• BRIEF
Going line by line through the records below, count those with the word "sizing" and give only the count.

DATASET EXCERPTS Start Marker

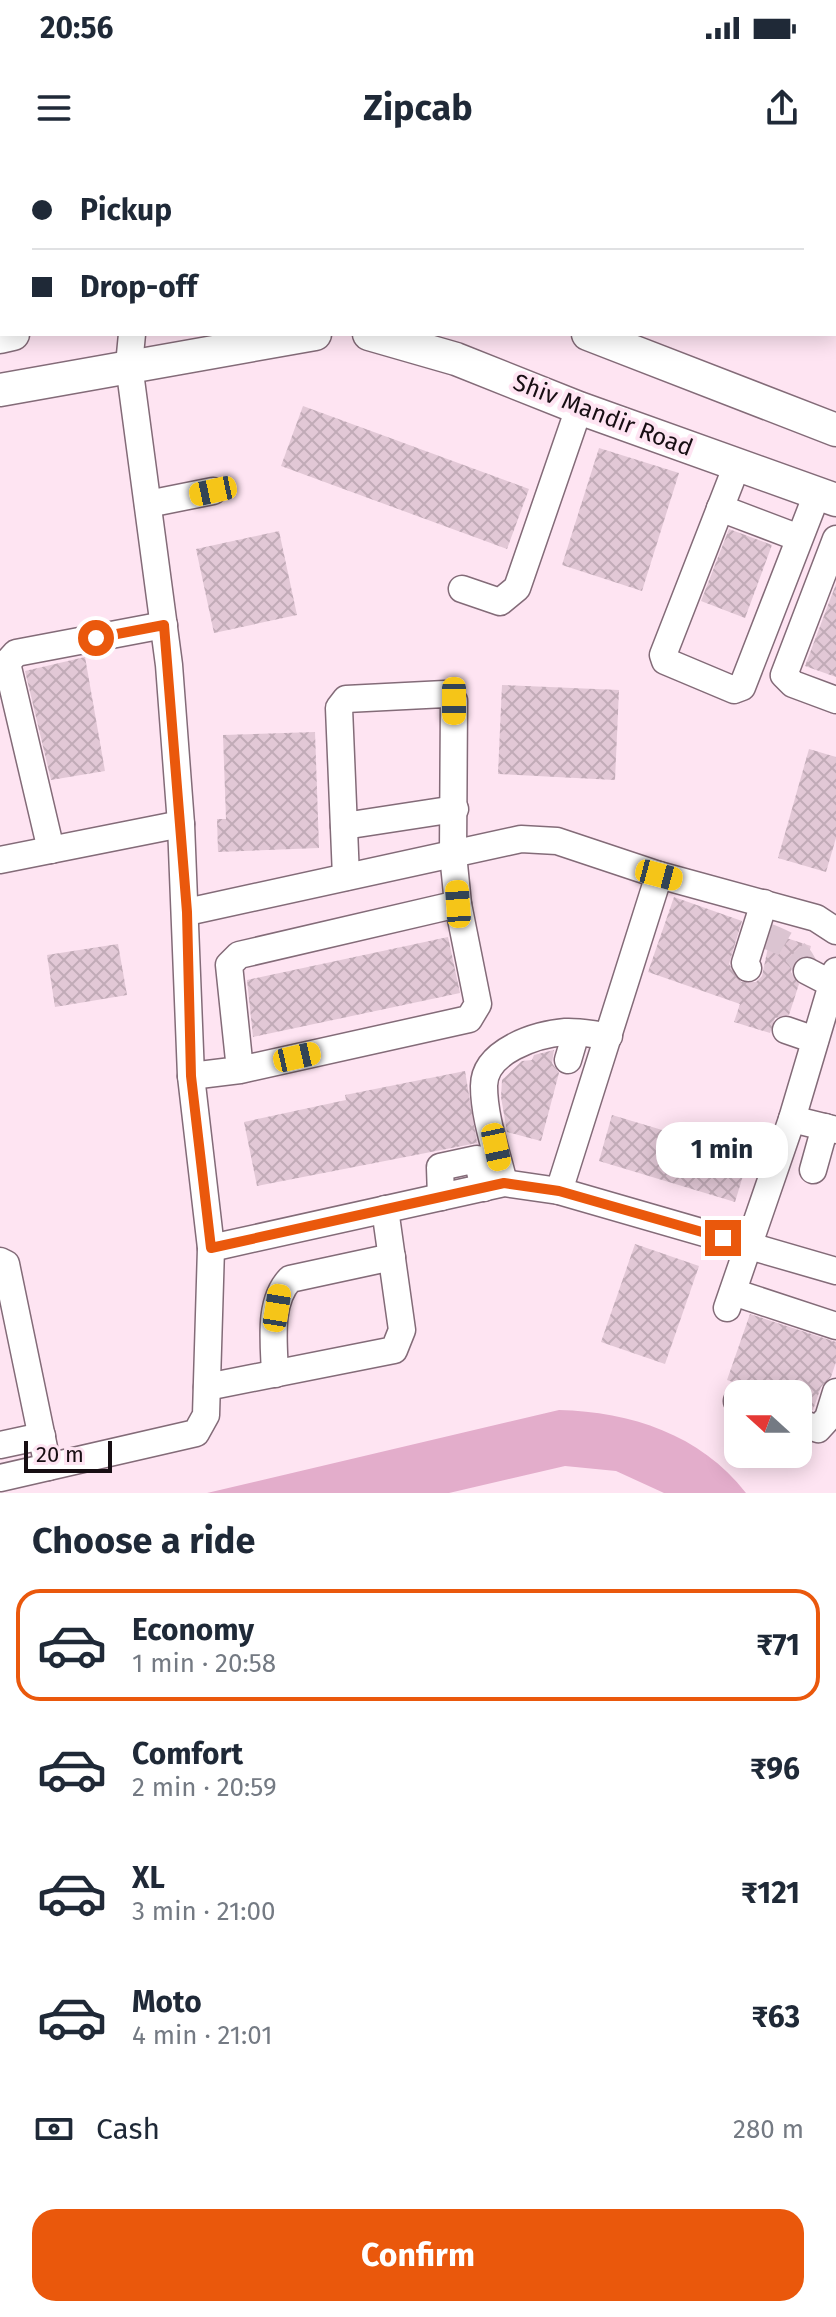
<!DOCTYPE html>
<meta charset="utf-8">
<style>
:root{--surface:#fff;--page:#f6f6f7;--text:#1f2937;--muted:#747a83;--line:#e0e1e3;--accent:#ea580c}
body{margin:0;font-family:"Fira Sans",sans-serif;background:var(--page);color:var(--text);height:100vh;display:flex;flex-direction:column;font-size:30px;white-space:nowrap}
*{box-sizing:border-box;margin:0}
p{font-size:26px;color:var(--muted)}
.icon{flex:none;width:44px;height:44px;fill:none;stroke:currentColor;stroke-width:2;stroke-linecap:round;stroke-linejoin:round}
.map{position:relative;height:1333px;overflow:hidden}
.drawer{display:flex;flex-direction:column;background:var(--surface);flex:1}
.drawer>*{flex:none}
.hud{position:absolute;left:0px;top:0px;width:836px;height:176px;box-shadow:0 4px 20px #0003;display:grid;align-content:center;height:176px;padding:0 32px;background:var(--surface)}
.needle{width:52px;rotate:291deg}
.buttons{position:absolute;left:724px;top:1220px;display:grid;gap:16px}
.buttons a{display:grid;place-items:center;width:88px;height:88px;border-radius:16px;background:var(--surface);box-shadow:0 4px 20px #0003;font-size:40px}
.scale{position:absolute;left:24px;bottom:20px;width:88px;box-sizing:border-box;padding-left:8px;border:4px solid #170e13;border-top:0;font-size:22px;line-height:28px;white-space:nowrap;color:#170e13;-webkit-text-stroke:6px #fee4f2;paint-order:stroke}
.end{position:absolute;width:36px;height:36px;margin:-18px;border:10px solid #ea580c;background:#fff;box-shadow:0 0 0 4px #fff}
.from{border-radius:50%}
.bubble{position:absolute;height:56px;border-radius:24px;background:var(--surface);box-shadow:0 4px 20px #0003;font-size:26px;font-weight:700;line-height:56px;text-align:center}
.car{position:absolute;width:24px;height:48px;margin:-24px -12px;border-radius:10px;box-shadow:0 0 6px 2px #0007;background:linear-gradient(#f5c518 24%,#345 0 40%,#f5c518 0 76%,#345 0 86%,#f5c518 0)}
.hud b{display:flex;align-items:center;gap:28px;height:76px;font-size:30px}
.hud b+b{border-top:2px solid var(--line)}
.hud i{width:20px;height:20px;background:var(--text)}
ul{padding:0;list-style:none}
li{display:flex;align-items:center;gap:24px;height:112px;margin:0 16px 12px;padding:0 16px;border:4px solid transparent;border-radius:24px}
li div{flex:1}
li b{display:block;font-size:30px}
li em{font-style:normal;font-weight:700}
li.current{border-color:var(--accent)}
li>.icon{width:72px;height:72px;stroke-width:1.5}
h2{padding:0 32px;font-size:36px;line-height:96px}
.pay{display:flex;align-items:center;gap:20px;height:88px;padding:0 32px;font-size:30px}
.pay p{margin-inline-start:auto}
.cta{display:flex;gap:16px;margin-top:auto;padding:16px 32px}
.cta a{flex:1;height:92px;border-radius:24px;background:var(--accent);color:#fff;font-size:32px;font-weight:700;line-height:92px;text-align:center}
.status{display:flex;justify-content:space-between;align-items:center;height:56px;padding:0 40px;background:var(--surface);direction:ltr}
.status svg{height:22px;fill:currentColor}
header{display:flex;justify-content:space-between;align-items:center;height:104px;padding:0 32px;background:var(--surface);font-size:36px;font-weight:700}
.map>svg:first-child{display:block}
</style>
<div class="status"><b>20:56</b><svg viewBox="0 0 49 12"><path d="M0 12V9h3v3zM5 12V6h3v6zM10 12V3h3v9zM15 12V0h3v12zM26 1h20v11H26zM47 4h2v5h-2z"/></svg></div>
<header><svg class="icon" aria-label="menu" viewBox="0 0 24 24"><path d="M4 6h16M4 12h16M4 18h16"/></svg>Zipcab<svg class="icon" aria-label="share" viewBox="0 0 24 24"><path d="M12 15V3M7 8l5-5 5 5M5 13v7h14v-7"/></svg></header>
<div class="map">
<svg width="836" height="1333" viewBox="0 0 836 1333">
<defs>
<pattern id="building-cross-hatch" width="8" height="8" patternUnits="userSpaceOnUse" patternTransform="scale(2)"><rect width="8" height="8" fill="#e2c8d6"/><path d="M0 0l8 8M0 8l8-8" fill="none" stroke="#c1abb7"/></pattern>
</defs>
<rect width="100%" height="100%" fill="#fee4f2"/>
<!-- pitch -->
<path fill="#e3adcb" d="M559 1250C631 1252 700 1274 746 1333H664L616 1311 565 1306 449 1333H207Z"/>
<!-- building -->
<g fill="url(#building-cross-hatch)">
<path d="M303 246 529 329 507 389 281 306Z"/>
<path d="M599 288 679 313 642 431 562 405Z"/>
<path d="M729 369 772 385 745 458 701 441Z"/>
<path d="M279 371 297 455 214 473 196 389Z"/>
<path d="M836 424V517L805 506Z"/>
<path d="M85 497 105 611 51 620 25 511Z"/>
<path d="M502 525 619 530 615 620 498 614Z"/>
<path d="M315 572 319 688 218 692 217 659H226L223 575Z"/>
<path d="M809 589 836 597V678L826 712 778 698Z"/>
<path d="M674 737 742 761 729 804 741 822H756L762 816 771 773 811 786 808 795 799 797 793 804 791 812 799 824 789 855 775 858 770 873 734 862 740 844 648 812Z"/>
<path d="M448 777 460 833 253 877 247 820Z"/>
<path d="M118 784 127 835 55 847 47 795Z"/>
<path d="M554 890 552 903 559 913 541 981 507 972 501 937 502 920 522 901 532 900 534 895Z"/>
<path d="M465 911 477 983 257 1026 244 962 346 940 345 935Z"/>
<path d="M612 955 749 996 735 1042 599 1001Z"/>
<path d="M635 1084 699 1106 665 1204 601 1182Z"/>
<path d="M750 1154 836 1182V1202L831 1217 821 1227 813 1250 798 1245V1234H766L727 1220Z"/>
</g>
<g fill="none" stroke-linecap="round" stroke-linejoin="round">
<!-- minor-tunnel -->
<path stroke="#dbc4d1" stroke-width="26" stroke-dasharray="26 13" stroke-linecap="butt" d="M761 774C785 782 797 788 807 811"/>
<!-- minor casing -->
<g stroke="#836b78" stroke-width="29">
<g id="minor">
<path d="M737 305 663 495 665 501 734 530 742 527 817 334"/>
<path d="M148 344 213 331"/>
<path d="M720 348 799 378"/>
<path d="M836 379 784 515 793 524 836 540"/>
<path d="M462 429 500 442 517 428 579 248"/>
<path d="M344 666 455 649"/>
<path d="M51 690 7 503 16 493 164 465"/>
<path d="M0 700 181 664"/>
<path d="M346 717 339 548 346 539 445 534 454 541 453 694 458 744"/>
<path d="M187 752 521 679 557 681 659 715 816 758 836 771"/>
<path d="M748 808 745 803 764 743"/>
<path d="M807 811 832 824"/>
<path d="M786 870 815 880"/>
<path d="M568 900 576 873"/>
<path d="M191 916 240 910 469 859 478 844 458 744 239 795 229 805 240 910"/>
<path d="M792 959 836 970"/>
<path d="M813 1010 825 967"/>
<path d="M504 1023C497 993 484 958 484 926 484 891 537 874 565 872 579 871 595 875 609 876"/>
<path d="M559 1031 659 715"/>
<path d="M441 1037 440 1007 477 999 484 1028"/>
<path d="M211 1088 504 1023 559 1031 836 1111"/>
<path d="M0 1101 6 1104 48 1307"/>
<path d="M733 1132 836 1166"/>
<path d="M727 1148 792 959 836 811"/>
<path d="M275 1214C274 1183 268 1142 290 1119L392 1097"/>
<path d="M207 1227 394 1190 402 1170 385 1049"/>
<path d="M737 1241H738"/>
<path d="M798 1262 818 1269 828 1258 836 1232"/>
<path d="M0 1285 42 1276"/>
<path d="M0 1318 196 1273 206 1255 211 1088 191 916 181 664 169 505 129 205 132 174"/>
</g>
</g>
<!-- tertiary casing -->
<g stroke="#836b78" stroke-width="35">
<g id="tertiary">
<path d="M369 174 456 199 579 248 836 340"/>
<path d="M588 174 836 270"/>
<path d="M0 177 13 174"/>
<path d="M0 230 315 174"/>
</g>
</g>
<!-- minor -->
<use href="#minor" stroke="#fff" stroke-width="26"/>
<!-- tertiary -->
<use href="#tertiary" stroke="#fff" stroke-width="32"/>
</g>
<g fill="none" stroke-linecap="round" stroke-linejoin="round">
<!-- route -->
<path stroke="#ea580c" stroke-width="10" d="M96 478 164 465 187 752 191 916 211 1088 504 1023 559 1031 723 1078"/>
</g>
<g text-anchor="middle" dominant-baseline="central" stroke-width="8" stroke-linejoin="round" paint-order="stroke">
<!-- street labels -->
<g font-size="24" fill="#170e13" stroke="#fee4f2">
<text transform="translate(603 255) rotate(21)">Shiv Mandir Road</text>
</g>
</g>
</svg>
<div class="buttons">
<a><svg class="needle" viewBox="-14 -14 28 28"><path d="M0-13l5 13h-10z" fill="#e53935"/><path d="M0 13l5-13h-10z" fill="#747a83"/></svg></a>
</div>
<div class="scale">20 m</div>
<i class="end from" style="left:96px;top:478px"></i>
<i class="end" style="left:723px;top:1078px"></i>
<div class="bubble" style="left:656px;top:962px;width:132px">1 min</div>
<i class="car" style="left:213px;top:331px;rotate:258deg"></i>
<i class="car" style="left:454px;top:541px;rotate:180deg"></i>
<i class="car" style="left:659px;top:715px;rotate:105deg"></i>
<i class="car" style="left:458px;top:744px;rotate:356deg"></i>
<i class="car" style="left:297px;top:897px;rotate:77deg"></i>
<i class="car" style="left:496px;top:987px;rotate:168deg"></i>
<i class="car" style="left:277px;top:1148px;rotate:9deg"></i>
<div class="hud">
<b><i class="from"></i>Pickup</b>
<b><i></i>Drop-off</b>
</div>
</div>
<section class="drawer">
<h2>Choose a ride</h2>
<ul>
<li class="current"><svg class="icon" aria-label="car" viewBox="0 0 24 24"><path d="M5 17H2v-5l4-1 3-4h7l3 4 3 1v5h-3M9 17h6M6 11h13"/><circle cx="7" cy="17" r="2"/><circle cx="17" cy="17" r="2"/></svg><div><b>Economy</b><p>1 min · 20:58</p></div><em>₹71</em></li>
<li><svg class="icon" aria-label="car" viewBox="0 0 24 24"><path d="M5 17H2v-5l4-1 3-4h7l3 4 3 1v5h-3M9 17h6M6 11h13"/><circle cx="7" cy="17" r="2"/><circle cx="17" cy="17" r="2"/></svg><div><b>Comfort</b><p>2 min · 20:59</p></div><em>₹96</em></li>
<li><svg class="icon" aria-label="car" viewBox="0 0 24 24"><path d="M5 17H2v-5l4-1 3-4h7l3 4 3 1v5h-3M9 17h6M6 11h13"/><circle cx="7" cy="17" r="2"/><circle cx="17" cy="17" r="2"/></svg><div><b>XL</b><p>3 min · 21:00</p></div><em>₹121</em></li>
<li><svg class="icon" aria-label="car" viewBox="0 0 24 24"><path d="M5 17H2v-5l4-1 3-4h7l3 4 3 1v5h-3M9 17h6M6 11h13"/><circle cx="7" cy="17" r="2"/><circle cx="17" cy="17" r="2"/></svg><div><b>Moto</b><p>4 min · 21:01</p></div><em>₹63</em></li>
</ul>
<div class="pay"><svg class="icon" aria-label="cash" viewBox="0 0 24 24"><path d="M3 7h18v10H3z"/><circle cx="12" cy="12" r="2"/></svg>Cash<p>280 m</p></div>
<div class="cta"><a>Confirm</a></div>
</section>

DATASET EXCERPTS End Marker

• EXERCISE ANSWER
2